Seit Jahren ist die Schaffung eines Konsumraums mit Kontakt- und Anlaufstelle ein Bedürfnis der Randständigen sowie der Fachpersonen in unserem Kanton. Der Grosse Rat hat am 30. August 2019 ebenfalls mit 99 zu 0 Stimmen einen entsprechenden Auftrag an die Bündner Regierung überwiesen. Bislang wird diese Massnahme seitens des zuständigen Volkswirtschaftsdepartements jedoch nicht weiterverfolgt. Dies obschon die Etablierung eines Konsumraums als Handlungsempfehlung aus den Abklärungen des Kantons hervorging.

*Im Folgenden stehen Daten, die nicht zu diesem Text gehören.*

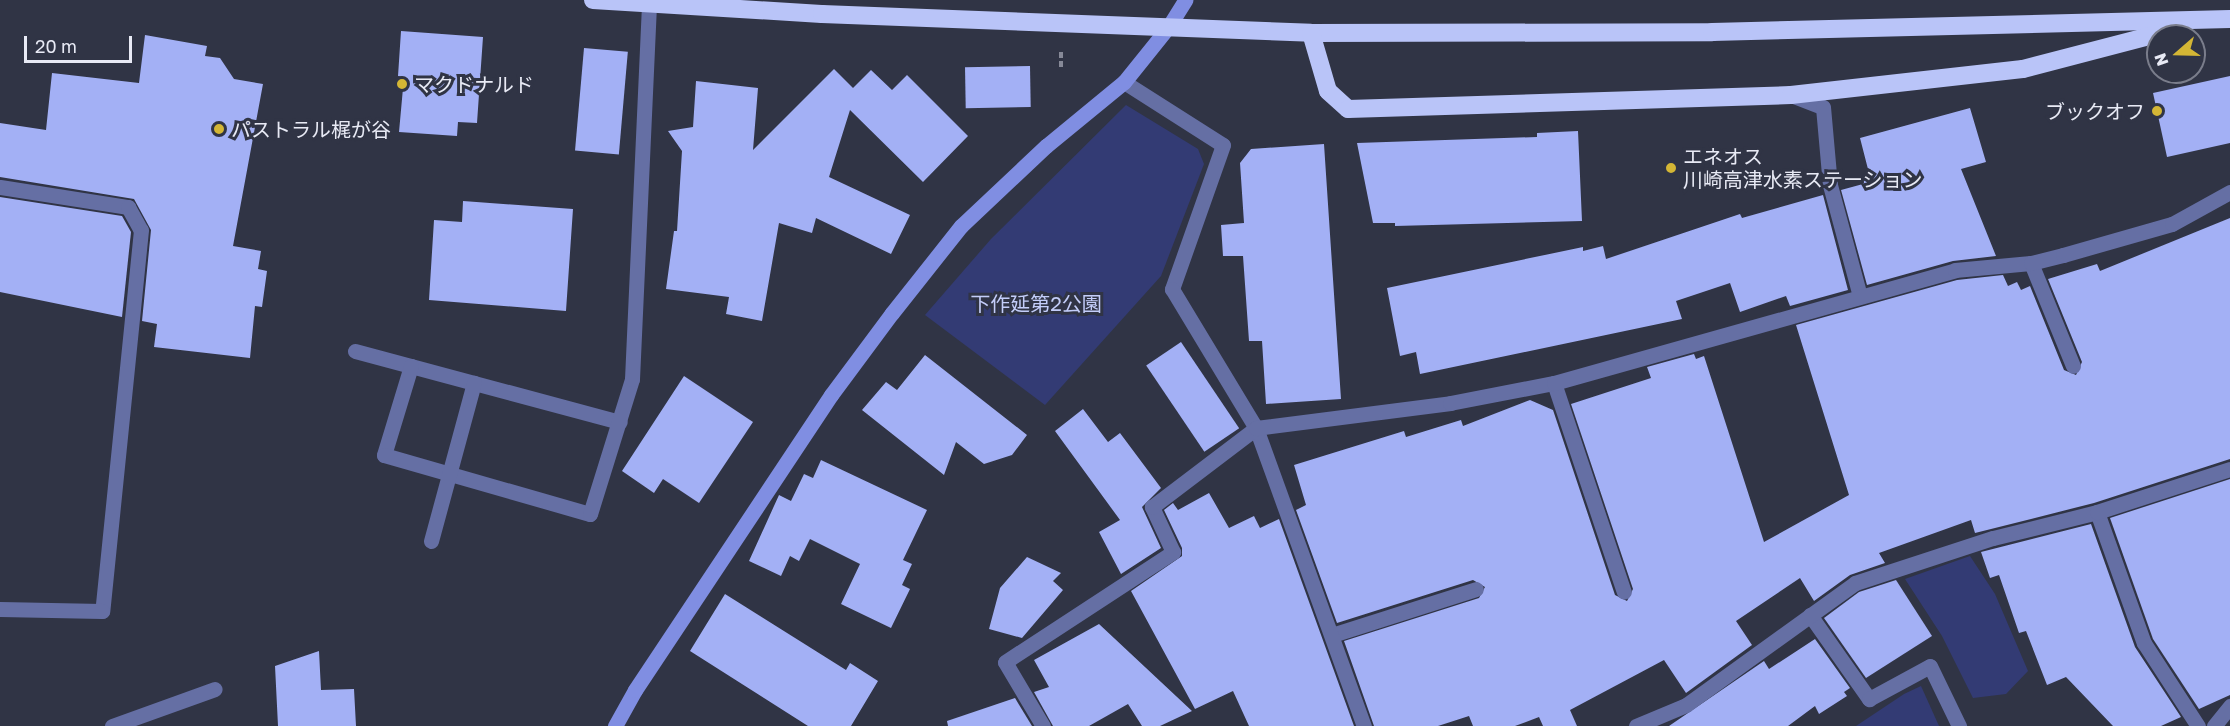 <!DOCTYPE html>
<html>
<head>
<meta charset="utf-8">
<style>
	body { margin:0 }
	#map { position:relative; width:2230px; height:726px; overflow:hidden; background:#303445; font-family:"Golos Text","Noto Sans JP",sans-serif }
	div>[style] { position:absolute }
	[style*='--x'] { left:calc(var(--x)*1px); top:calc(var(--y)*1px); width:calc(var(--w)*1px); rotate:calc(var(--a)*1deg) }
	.green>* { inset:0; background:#333b74 }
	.building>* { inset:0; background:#a3b0f5; transform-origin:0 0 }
	.path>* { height:4px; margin-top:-2px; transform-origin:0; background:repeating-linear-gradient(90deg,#868997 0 6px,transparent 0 9px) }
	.lane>* { height:15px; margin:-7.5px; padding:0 7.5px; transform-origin:7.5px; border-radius:7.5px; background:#656fa4 }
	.street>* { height:15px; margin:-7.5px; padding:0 7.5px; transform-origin:7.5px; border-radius:7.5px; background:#656fa4 }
	.secondary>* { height:15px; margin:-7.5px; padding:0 7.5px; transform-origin:7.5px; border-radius:7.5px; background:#808ee2 }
	.highway>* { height:18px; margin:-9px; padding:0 9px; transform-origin:9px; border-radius:9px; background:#b9c4f8 }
	.dots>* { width:16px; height:16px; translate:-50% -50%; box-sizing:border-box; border:3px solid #303445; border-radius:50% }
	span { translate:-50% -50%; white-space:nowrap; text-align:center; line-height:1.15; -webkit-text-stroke:6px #303445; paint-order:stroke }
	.poi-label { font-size:20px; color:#e8eaf5 }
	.left { translate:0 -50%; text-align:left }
	.right { translate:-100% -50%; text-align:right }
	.park-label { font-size:20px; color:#c3cdf9 }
	.north { position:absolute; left:2146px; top:24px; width:60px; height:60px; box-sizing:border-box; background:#303445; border:2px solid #7a7d8b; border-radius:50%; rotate:250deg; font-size:16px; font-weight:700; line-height:24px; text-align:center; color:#e8eaf5 }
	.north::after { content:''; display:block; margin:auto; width:21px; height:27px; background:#d4b635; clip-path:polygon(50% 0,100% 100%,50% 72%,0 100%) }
	.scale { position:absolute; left:24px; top:36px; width:108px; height:27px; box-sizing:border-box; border:3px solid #e8eaf5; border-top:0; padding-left:8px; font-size:18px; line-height:21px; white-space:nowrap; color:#e8eaf5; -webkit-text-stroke:4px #303445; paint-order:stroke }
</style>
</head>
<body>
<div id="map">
	<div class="green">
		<div style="clip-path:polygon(1126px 105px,1198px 149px,1204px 164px,1161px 276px,1045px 405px,925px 315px,991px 239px)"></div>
		<div style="clip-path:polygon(1970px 556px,1995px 594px,2028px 671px,2006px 694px,1973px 698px,1942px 636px,1905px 579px)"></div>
		<div style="clip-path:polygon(1921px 686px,1939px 726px,1856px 726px,1904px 694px)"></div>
	</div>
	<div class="building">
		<div style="clip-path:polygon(401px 31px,483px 37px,477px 123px,458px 122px,457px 136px,399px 132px,404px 77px,398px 76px)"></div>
		<div style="clip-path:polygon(145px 35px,207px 46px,205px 56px,220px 58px,234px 79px,263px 84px,233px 246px,261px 251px,258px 269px,267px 271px,262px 307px,255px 306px,250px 358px,154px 347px,157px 324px,142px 321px,151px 230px,134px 199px,0 177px,0 123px,46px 130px,52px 73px,139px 83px)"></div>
		<div style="left:584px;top:48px;width:44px;height:103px;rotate:5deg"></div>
		<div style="left:1030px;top:66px;width:41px;height:65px;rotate:89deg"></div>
		<div style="clip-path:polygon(834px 69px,853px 88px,871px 70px,892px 90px,907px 75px,968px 136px,923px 182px,850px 110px,829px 177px,910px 215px,891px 254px,816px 218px,812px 233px,779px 223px,762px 321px,726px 314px,729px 297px,666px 289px,674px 231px,677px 231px,682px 151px,668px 131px,693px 127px,696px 81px,758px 88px,753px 150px)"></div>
		<div style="clip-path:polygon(2230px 76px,2230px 143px,2167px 157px,2153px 93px)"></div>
		<div style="clip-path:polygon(1970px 108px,1986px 162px,1961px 169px,1996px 256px,1953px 261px,1867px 285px,1841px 190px,1863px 184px,1862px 179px,1870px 177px,1860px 138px)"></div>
		<div style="clip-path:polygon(1578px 131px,1582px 221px,1395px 226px,1395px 223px,1373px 223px,1357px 143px,1537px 137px,1537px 133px)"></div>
		<div style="clip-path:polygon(1324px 144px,1341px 399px,1266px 404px,1262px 341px,1249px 341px,1243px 256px,1223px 256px,1221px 225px,1244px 223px,1240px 163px,1251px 149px)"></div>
		<div style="clip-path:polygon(1823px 195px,1848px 290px,1790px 306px,1786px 296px,1740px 312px,1730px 283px,1676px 301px,1682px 319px,1420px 374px,1416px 352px,1400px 356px,1387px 288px,1583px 247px,1583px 251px,1603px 246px,1606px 259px,1740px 214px,1742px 218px)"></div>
		<div style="clip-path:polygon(0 197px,122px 216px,131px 232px,122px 317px,0 292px)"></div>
		<div style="clip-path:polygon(463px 201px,573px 209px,566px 311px,429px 300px,434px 220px,462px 222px)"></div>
		<div style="clip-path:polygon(2230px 218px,2230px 459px,2094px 503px,1975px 533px,1971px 520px,1879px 553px,1885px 563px,1850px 575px,1814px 601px,1800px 578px,1736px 621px,1752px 645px,1686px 693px,1664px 660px,1570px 710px,1577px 726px,1543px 726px,1539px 717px,1515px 726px,1473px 726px,1469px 716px,1438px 726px,1374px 726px,1344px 641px,1479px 598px,1485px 587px,1473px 580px,1337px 623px,1296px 510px,1306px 505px,1294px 465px,1404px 431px,1406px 437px,1461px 420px,1463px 426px,1530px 400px,1553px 410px,1615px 595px,1627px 601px,1633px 589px,1571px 404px,1651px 378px,1647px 367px,1694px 354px,1696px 359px,1704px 356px,1764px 542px,1849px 495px,1796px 325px,1957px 280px,2003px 275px,2008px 286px,2017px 282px,2021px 290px,2030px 286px,2064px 370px,2076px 375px,2082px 362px,2048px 279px,2097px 264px,2100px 271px)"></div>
		<div style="left:1181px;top:342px;width:104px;height:42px;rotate:56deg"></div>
		<div style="clip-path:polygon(925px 355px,1027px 435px,1012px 455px,984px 464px,956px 442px,944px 475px,862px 410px,886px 382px,897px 390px)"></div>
		<div style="clip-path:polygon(684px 376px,753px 422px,699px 503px,663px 479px,654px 493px,622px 471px)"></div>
		<div style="clip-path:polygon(1083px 409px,1108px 442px,1120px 433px,1161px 488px,1142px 507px,1161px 548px,1121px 574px,1099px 532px,1120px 520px,1055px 431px)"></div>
		<div style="clip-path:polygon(821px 460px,927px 510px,903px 560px,912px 564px,902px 585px,910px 589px,891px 628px,841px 604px,860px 564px,810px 539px,799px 561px,790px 556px,781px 576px,749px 561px,779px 495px,791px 501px,804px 474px,813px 478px)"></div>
		<div style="clip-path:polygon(2230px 479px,2230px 695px,2199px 709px,2153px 639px,2110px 518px)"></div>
		<div style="clip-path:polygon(1209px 493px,1229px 528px,1254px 516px,1260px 528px,1279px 519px,1354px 726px,1249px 726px,1233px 691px,1195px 709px,1131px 591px,1182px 556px,1182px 548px,1164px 510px,1173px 503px,1178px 510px)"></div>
		<div style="clip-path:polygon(2091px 524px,2135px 647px,2181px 717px,2161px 726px,2113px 726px,2066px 677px,2047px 685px,2026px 631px,2019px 633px,1999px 575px,1990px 578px,1981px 552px)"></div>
		<div style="clip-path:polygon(1027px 557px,1061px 573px,1053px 581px,1063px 590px,1022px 638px,989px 629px,1000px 588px)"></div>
		<div style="clip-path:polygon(1896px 580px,1932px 636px,1866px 678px,1824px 618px,1859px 592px)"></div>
		<div style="clip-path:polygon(725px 594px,846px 670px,850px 663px,878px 681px,851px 726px,808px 726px,690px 651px)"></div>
		<div style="clip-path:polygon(1099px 624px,1192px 711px,1160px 726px,1142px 726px,1128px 704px,1089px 726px,1053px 726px,1034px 692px,1049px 687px,1034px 660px)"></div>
		<div style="clip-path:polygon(1815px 639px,1850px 688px,1844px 692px,1847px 696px,1819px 714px,1815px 706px,1788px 726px,1669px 726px,1764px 661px,1769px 669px)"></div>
		<div style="clip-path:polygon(319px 651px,321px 690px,354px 689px,356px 726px,278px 726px,275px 666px)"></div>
		<div style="clip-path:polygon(1015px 698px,1032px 726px,948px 726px,947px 721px)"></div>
	</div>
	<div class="path">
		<div style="--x:1061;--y:67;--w:18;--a:-90"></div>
	</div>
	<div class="lane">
		<div style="--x:1791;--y:95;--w:34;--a:21"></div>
		<div style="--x:1823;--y:107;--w:78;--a:84.9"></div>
		<div style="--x:1830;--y:185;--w:115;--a:74.9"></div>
		<div style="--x:2031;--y:263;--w:111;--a:67.8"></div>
		<div style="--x:355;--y:351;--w:274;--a:15"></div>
		<div style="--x:411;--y:366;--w:93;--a:106.9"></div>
		<div style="--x:384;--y:455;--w:214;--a:16"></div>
		<div style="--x:590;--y:514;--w:141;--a:-72.7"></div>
		<div style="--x:632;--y:379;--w:374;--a:-87.4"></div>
		<div style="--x:1554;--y:383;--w:220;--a:71.5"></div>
		<div style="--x:2097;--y:512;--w:139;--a:70.3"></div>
		<div style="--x:2144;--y:643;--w:99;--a:57"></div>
		<div style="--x:431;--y:541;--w:164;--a:-74.8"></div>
		<div style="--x:1810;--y:615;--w:103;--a:54.9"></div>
		<div style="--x:1869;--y:699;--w:69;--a:-28.4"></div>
		<div style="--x:1930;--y:666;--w:67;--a:64.2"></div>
		<div style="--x:1332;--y:635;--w:151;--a:-17.7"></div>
	</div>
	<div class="street">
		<div style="--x:1124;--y:82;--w:117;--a:32.5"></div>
		<div style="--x:1223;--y:145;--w:153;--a:109.5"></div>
		<div style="--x:1172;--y:289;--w:162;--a:58.9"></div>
		<div style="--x:1256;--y:428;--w:317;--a:70.1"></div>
		<div style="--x:0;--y:187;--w:130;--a:8.9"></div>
		<div style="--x:128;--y:207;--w:26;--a:61"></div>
		<div style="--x:141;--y:230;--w:383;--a:95.8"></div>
		<div style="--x:102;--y:611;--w:102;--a:-178.9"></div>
		<div style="--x:112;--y:726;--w:109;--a:-19.8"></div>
		<div style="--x:1043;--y:726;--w:74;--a:-120.7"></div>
		<div style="--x:1005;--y:662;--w:201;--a:-33.2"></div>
		<div style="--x:1173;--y:552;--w:50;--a:-115"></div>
		<div style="--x:1152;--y:507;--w:131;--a:-37.2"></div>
		<div style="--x:1256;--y:428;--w:196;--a:-7.3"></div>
		<div style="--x:1450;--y:403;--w:106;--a:-10.9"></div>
		<div style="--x:1554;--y:383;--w:417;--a:-15.7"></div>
		<div style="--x:1955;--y:270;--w:76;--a:-5.3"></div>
		<div style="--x:2031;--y:263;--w:33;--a:-14"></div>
		<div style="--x:2063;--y:255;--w:113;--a:-15.9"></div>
		<div style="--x:2172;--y:224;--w:66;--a:-28.9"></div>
		<div style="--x:1636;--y:726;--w:54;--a:-22.8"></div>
		<div style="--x:1686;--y:705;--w:208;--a:-35.8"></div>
		<div style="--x:1855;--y:583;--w:145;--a:-18.1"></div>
		<div style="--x:1993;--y:538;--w:107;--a:-14"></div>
		<div style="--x:2097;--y:512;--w:140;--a:-17.9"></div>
		<div style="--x:2214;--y:726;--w:26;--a:-51"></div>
	</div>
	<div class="secondary">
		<div style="--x:615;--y:726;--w:41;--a:-60.9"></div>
		<div style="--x:635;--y:690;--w:354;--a:-56.4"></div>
		<div style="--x:831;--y:395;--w:102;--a:-53.4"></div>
		<div style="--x:892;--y:313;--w:111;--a:-51.6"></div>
		<div style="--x:961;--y:226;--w:117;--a:-43.3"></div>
		<div style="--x:1046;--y:146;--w:101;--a:-39.4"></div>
		<div style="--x:1124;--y:82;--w:72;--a:-51.2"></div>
		<div style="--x:1169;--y:26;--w:31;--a:-58"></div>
	</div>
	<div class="highway">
		<div style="--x:593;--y:0;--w:229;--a:3.5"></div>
		<div style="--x:822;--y:14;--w:489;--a:2.2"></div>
		<div style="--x:1311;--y:33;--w:401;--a:-0.1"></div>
		<div style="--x:1712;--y:32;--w:518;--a:-1.44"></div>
		<div style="--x:1311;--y:33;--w:60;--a:73.7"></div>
		<div style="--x:1328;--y:91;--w:27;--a:42"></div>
		<div style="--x:1348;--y:109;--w:443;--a:-1.8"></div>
		<div style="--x:1791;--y:95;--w:233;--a:-6.4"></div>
		<div style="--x:2023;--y:69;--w:162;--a:-14.6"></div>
	</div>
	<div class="dots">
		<div style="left:402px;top:84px;background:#d4b635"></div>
		<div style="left:2157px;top:111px;background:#d4b635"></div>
		<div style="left:219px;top:129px;background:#d4b635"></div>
		<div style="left:1671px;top:168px;background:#d4b635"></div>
	</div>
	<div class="poi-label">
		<span class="left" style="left:414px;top:84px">マクドナルド</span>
		<span class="right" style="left:2145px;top:111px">ブックオフ</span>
		<span class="left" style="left:231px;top:129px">パストラル梶が谷</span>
		<span class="left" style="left:1683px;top:168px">エネオス<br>川崎高津水素ステーション</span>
	</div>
	<div class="park-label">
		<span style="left:1036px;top:303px">下作延第2公園</span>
	</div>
	<div class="north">N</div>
	<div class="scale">20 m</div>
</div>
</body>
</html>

Die Dringlichkeit wird nicht zuletzt dadurch belegt, dass der Churer Gemeinderat am 18. November 2021 einstimmig einen parlamentarischen Auftrag an den Stadtrat überwiesen hat, welcher ihn auffordert, die Schaffung eines Konsumraums und weiterer Massnahmen zu prüfen, auch wenn diese in der Zuständigkeit des Kantons liegen. Gerade die Stadt Chur hat aufgrund ihrer Zentrumsfunktion speziell unter der Entwicklung der Drogenszene zu leiden. Handel und Konsum konzentrieren sich in der Hauptstadt, auch wenn viele Beteiligte und Betroffene aus Dörfern und Talschaften des Kantons und dem Rheintal stammen. Die Problematik hat sich in den vergangenen Jahren verschärft. Beschaffungsprostitution und vermehrt junge Schwerstabhängige sind heute bittere Realität. Dass die Stadt Chur diesem Problem nun aktiv entgegenwirkt, ist ein wichtiger Schritt. Dennoch wäre dies Aufgabe des Kantons. Der Kanton hat mit dem Umzug des Vereins Überlebenshilfe in zentralere Infrastrukturen sowie der Übernahme der Streetwork wichtige Schritte geplant und teils bereits umgesetzt, doch reichen diese nach Ansicht der Fachleute nicht aus, um das Problem rasch in den Griff zu bekommen.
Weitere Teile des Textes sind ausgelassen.